If you want to allocate a 16 MiB fixed-size buffer for parsing, that's fine with me. The prefetch module already does that. The problems are the variable size, the peeking and the iterative behaviour of reading a line.
With hindsight and experience here's my current take on this. The issue was actually compounded by bugs and limitations in the stream_ReadLine() API: if it failed to get a whole line, not only would it return nothing, but the searched data would actually get consumed and lost. Now with the current implementation in lua scripts, it still does return the maximum data amount, which even if the line is incomplete, still gives you a fairly good chance that you'll find what you were looking for among the returned data.
So I'm not convinced that adding a size limit parameter to the API makes a lot of sense semantically: if you have assumptions or expectations about maximum line length, just read that much data already and find the EOL yourself. If we're talking about extending the API, I think it would be more useful to accept a match token, e.g. </script>, instead of a linefeed as is hardcoded now, to ask the API to return data until that token is met.
It makes zero sense for a line to be 4 MiB long, and the line reading code is actually very inefficient (and that's kind of intrinsic and unfixable).
Well then the API to return long complete text blobs for further use might make sense. Otherwise what's being done now, doing line reading in lua through crosslanguage APIs, can only be even less efficient than doing it in the C core. Also IIRC I refactored that subsystem from quadratic to linear complexity - and again, it is more likely that core code will be properly optimized, than hoping for user code to be written correctly.

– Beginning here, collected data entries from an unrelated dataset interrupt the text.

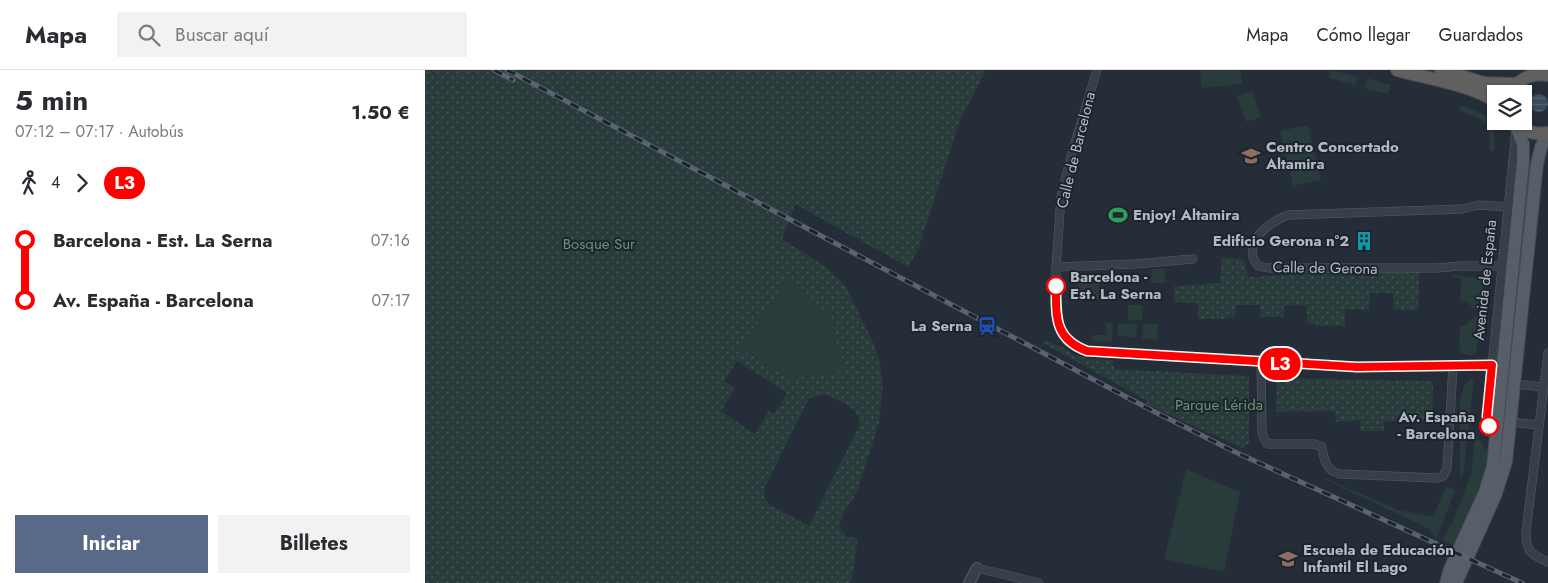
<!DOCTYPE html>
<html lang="es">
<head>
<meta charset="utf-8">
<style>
	:root { --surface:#fff; --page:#f2f2f3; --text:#2b2b33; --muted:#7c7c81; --line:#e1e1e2; --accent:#586a87 }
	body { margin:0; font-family:Jost,sans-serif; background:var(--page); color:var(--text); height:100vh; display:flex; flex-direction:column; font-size:19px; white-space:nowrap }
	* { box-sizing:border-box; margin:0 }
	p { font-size:16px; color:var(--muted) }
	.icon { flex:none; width:28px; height:28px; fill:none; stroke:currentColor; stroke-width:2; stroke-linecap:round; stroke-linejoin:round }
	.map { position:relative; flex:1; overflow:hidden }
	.sheet { display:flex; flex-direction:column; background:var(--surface); width:425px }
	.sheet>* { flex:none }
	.badge { padding:0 10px; border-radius:16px; font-size:18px; line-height:32px }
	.fabs { position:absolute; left:1062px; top:15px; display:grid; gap:10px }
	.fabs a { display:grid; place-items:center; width:45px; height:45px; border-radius:0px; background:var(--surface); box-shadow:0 1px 4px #0004; font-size:25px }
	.map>.badge { position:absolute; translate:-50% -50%; box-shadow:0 0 0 2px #fff }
	.legs { display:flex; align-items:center; gap:8px; height:55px; padding:0 15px; font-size:16px }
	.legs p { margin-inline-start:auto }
	.overview { display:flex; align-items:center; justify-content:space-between; height:85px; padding:0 15px }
	h1 { font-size:28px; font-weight:700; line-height:38px }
	.primary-button { display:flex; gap:10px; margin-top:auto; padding:10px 15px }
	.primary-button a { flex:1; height:58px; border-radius:0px; background:var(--accent); color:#fff; font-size:20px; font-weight:700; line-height:58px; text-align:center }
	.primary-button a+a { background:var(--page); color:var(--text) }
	ul { padding:0 15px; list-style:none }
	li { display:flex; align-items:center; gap:18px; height:60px; font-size:19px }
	li i { display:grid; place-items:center; width:8px; height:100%; margin:0 6px; background:currentColor }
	li i::after { content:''; width:12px; height:12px; margin:-6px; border:4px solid; border-radius:50%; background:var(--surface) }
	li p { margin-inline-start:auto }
	li:first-child i { background:linear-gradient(#0000 50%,currentColor 0) }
	li:last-child i { background:linear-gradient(currentColor 50%,#0000 0) }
	header { display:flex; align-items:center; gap:30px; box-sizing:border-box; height:70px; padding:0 25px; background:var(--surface); border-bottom:1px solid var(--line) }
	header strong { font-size:24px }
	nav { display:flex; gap:28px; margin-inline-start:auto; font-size:18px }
	.search { width:350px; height:45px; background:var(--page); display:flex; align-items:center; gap:12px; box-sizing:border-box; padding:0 18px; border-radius:0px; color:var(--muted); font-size:19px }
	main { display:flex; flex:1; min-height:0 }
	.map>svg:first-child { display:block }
</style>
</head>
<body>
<header>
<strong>Mapa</strong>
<div class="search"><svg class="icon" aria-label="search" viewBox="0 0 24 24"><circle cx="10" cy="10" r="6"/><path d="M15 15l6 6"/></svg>Buscar aquí</div>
<nav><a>Mapa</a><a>Cómo llegar</a><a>Guardados</a></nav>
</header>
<main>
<section class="sheet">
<div class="overview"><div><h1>5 min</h1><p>07:12 – 07:17 · Autobús</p></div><b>1.50 €</b></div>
<div class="legs"><svg class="icon" aria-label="walk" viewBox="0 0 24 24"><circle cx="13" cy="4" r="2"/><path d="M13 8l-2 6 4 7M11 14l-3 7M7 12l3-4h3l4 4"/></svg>4<svg class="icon" aria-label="forward" viewBox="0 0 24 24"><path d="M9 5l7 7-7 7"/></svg><b class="badge" style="background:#f00;color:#fff">L3</b></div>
<ul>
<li><i style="color:#f00"></i><b>Barcelona - Est. La Serna</b><p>07:16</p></li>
<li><i style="color:#f00"></i><b>Av. España - Barcelona</b><p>07:17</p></li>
</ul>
<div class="primary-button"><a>Iniciar</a><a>Billetes</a></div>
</section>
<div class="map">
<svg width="1123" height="513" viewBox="0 0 1123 513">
	<defs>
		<pattern id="park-dots" width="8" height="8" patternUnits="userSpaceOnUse" patternTransform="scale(1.25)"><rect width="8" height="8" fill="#293b3b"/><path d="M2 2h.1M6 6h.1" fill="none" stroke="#465556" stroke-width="1.8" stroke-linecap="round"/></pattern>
		<pattern id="water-rules" width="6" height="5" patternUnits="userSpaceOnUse" patternTransform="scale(1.25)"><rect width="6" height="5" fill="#3b4b5f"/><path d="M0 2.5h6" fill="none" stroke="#556374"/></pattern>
	</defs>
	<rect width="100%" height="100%" fill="#242d38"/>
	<path fill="#293b3b" d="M775 0H816L817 14 776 18Z
		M906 0 932 7 930 15 904 8Z
		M942 8 966 15 963 24 939 18Z
		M827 21 836 47 821 52 812 26Z
		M1036 35C1065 44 1071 50 1069 81H1064C1067 52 1060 49 1034 41Z
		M883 55 896 110 868 116 855 61Z
		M727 199H740V213H726Z
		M1057 200H1059L1056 242 1048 239 1043 232 1035 230 1036 210 1033 207 1027 206V204L1057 209Z
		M362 210 406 245 409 267 419 296 418 300 416 302 388 304 366 309 315 278Z
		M653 211 674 212V229H652Z
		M703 235H717V250L703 251Z
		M1052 246H1056L1051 283C1045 288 1039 285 1034 279L1035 257C1043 256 1044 249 1052 246Z
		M681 253H688L687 272 667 271 668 265H681Z
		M693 253 712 254 711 267 693 266Z
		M718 253 733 254 732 270 717 269Z
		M1047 308 1049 309 1039 398 1038 404 1035 406V329L1040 314Z
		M1050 365 1059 376V379L1064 380 1063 396 1030 476 1018 470 1025 454H1027L1046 404Z
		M761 399 815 422 799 502 739 489Z
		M900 408 973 440 1008 447 1021 416 1030 420 1012 468 1009 466 1004 459 899 409Z"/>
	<path fill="url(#park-dots)" fill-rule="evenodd" d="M0 0H561L535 51 493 180 483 197 370 134 357 169 400 196 420 215 448 272 455 293 458 315 454 353 432 422 419 443 414 455C418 465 422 468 433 468L426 513H0ZM362 210 406 245 409 267 419 296 418 300 416 302 388 304 366 309 315 278ZM312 291 362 323 349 344 344 341 330 364 296 341 310 319 299 311ZM399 324C414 331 436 337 434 356L384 456 343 434 339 424 340 417 383 330 388 327Z
		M797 188 819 189 823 207 885 204 994 202 993 240H969L968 223H945L944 240 920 239V256H896L883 253 881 236 875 235 859 236V247H835V235H811L810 246 797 249H773V233L749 232V216L795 213Z
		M619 271 635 276 648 284 663 289 689 290 688 296 690 299 824 306V373L817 378 723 335 721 330 618 273Z
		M852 308 1008 311 1007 351H959V361H935V350L911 352 910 341 851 342Z"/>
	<path fill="url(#water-rules)" d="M1105 33a9 9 0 1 1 18 0a9 9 0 1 1-18 0Z"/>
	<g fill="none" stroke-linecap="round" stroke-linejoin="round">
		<g stroke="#565d66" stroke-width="9">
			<path id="minor" d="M672 0 646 86 636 127 631 197V233L633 252 637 263 642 271 650 277 662 281 932 297 1067 295
				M1077 196H1035L1013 198H846C842 198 837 197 834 196 831 194 829 190 828 187 823 167 847 151 863 145L1037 139 1053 135 1083 137
				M631 197 710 194 768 189
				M1123 283 1101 462C1101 482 1106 484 1123 492
				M836 292 837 364 842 374H889L897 377C899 390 901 400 914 404L1013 408 1018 406 1022 399 1028 296
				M1090 314 1118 317
				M1083 356 1086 352 1113 355
				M1073 361 1064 356 1062 346 1091 60
				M552 498 614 513"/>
		</g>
		<g stroke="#565d66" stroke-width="12">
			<path id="tertiary" d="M544 513 552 498"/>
		</g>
		<g stroke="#414851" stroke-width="14">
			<path id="primary" d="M1021 513 1025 499 1060 422 1068 396 1098 92V74L1089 51
				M1031 513 1070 426 1081 392 1112 94 1116 77 1123 64"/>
		</g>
		<g stroke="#434a53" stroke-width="14">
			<path id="trunk" d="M972 0C1000 8 1049 15 1071 32
				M1016 0 1059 13 1092 14
				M1086 24C1093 8 1107 3 1123 5
				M1091 51C1099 62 1110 65 1123 63"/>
		</g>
		<use href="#minor" stroke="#373f48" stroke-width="8"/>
		<use href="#tertiary" stroke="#373f48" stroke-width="10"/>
		<use href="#primary" stroke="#565e68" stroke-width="12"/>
		<use href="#trunk" stroke="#62605e" stroke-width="12"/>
		<g stroke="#5a636f" stroke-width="5">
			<path id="rail" d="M69 0 88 10
				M82 0 728 341 808 381 1097 513"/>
		</g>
		<use href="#rail" stroke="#1d242d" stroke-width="3" stroke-dasharray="9" stroke-linecap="butt"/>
	</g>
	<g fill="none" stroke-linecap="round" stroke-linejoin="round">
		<g stroke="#fff" stroke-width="11">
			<path id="line-1" d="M631 216C631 246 629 269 662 281L932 297 1067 295 1062 346 1064 356"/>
		</g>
		<use href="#line-1" stroke="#f00" stroke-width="8"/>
	</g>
	<defs>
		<g id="school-bare" transform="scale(1.5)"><path d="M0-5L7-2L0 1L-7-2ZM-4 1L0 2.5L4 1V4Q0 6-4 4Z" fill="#8d6e63" stroke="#1d242d" stroke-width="2.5" paint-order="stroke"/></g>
		<g id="stadium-bare" transform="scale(1.5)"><path d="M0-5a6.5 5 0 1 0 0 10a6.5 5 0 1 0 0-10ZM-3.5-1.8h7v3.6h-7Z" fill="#2e9e5b" stroke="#1d242d" stroke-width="2.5" paint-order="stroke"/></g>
		<g id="building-bare" transform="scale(1.5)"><path d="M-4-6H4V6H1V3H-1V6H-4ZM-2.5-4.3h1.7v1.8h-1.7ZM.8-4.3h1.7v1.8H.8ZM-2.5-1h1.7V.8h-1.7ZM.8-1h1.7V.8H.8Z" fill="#0f9aa8" stroke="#1d242d" stroke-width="2.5" paint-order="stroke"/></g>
		<g id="station-bare" transform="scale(1.5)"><path d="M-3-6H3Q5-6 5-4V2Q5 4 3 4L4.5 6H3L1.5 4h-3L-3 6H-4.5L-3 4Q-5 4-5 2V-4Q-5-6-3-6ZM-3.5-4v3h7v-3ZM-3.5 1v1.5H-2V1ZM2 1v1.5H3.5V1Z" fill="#1a4fb4" stroke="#1d242d" stroke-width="2.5" paint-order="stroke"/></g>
	</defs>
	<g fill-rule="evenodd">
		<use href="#school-bare" x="826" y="86"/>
		<use href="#stadium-bare" x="693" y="145"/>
		<use href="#building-bare" x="939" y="171"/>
		<use href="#station-bare" x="562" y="256"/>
		<use href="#school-bare" x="863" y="489"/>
	</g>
	<g fill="#fff" stroke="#f00" stroke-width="2.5">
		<circle cx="631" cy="216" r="9"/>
		<circle cx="1064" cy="356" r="9"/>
	</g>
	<g text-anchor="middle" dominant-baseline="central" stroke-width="4" stroke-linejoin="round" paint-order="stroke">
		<g font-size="15" font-weight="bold" fill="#b3bac4" stroke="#1d242d" text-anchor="start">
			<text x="841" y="77">Centro Concertado<tspan x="841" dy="17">Altamira</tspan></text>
			<text x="708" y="145">Enjoy! Altamira</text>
			<text x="924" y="171" text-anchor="end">Edificio Gerona n°2</text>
			<text x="547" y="256" text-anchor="end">La Serna</text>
			<text x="878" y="480">Escuela de Educación<tspan x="878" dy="17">Infantil El Lago</tspan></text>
		</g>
		<g font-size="15" fill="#b3bac4" stroke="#1d242d">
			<text transform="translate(651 80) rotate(-76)">Calle de Barcelona</text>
			<text transform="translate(900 198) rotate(1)">Calle de Gerona</text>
			<text transform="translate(1060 210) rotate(-84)">Avenida de España</text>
		</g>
		<g font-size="15" fill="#6c9374" stroke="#1d242d">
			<text x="174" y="174">Bosque Sur</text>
			<text x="794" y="335">Parque Lérida</text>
		</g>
		<g font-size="15" font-weight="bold" fill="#b3bac4" stroke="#1d242d" text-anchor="start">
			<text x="645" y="207">Barcelona -<tspan x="645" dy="17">Est. La Serna</tspan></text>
			<text x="1050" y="347" text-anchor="end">Av. España<tspan x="1050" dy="17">- Barcelona</tspan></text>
		</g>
	</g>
</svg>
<div class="fabs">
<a><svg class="icon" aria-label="layers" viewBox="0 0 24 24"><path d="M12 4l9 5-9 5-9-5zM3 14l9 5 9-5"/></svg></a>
</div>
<b class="badge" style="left:855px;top:294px;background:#f00;color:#fff">L3</b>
</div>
</main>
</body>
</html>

For the record, that has been discussed during a previous workshop and that was already the conclusion of the meeting IIRC.
What was the conclusion?
@robUx4 Do you actually have a problem, apart from an outstanding and maybe obsolete patch? Lua scripts that were affected by this were fixed, they read up to 1 MB or 4 MB, and that's been just fine like that so far.
just read that much data already and find the EOL yourself
In this year GSoC, I also wanted to add stream parsers in C, in particular for regex, parenthesis and braces scopes, json and xml, but we didn't get enough time for that with the student. The goal would have been to write the parsing rules in a declarative way instead of writing the parser itself, easing the maintenance of the playlist scripts and improving their speed.
@robUx4 Do you actually have a problem, apart from an outstanding and maybe obsolete patch?
No, I just saw this patch in Android and wondered if it could be dropped. It mentions this issue as the cause for the patch. If Lua was the only issue then we can probably remove it. cc @tguillem
Hey I remember that patch from when I submitted it and it was promptly rejected! Why was that patch applied in the first place after it had been rejected in the main line?... I think it should be dropped, yes.
The Android and iOS, libvlcsharp ports often use patches not found in master because it solves their particular use case well enough (or allow them to build live555). I agree it's wrong but with no better solution in sight it's better than nothing.
Just as we should try to upstream all the patches we have in contribs, the ports should make sure their particular fix, or other solutions to an actual problem, are eventually fixed in master. In this particular case I think the patch can be dropped.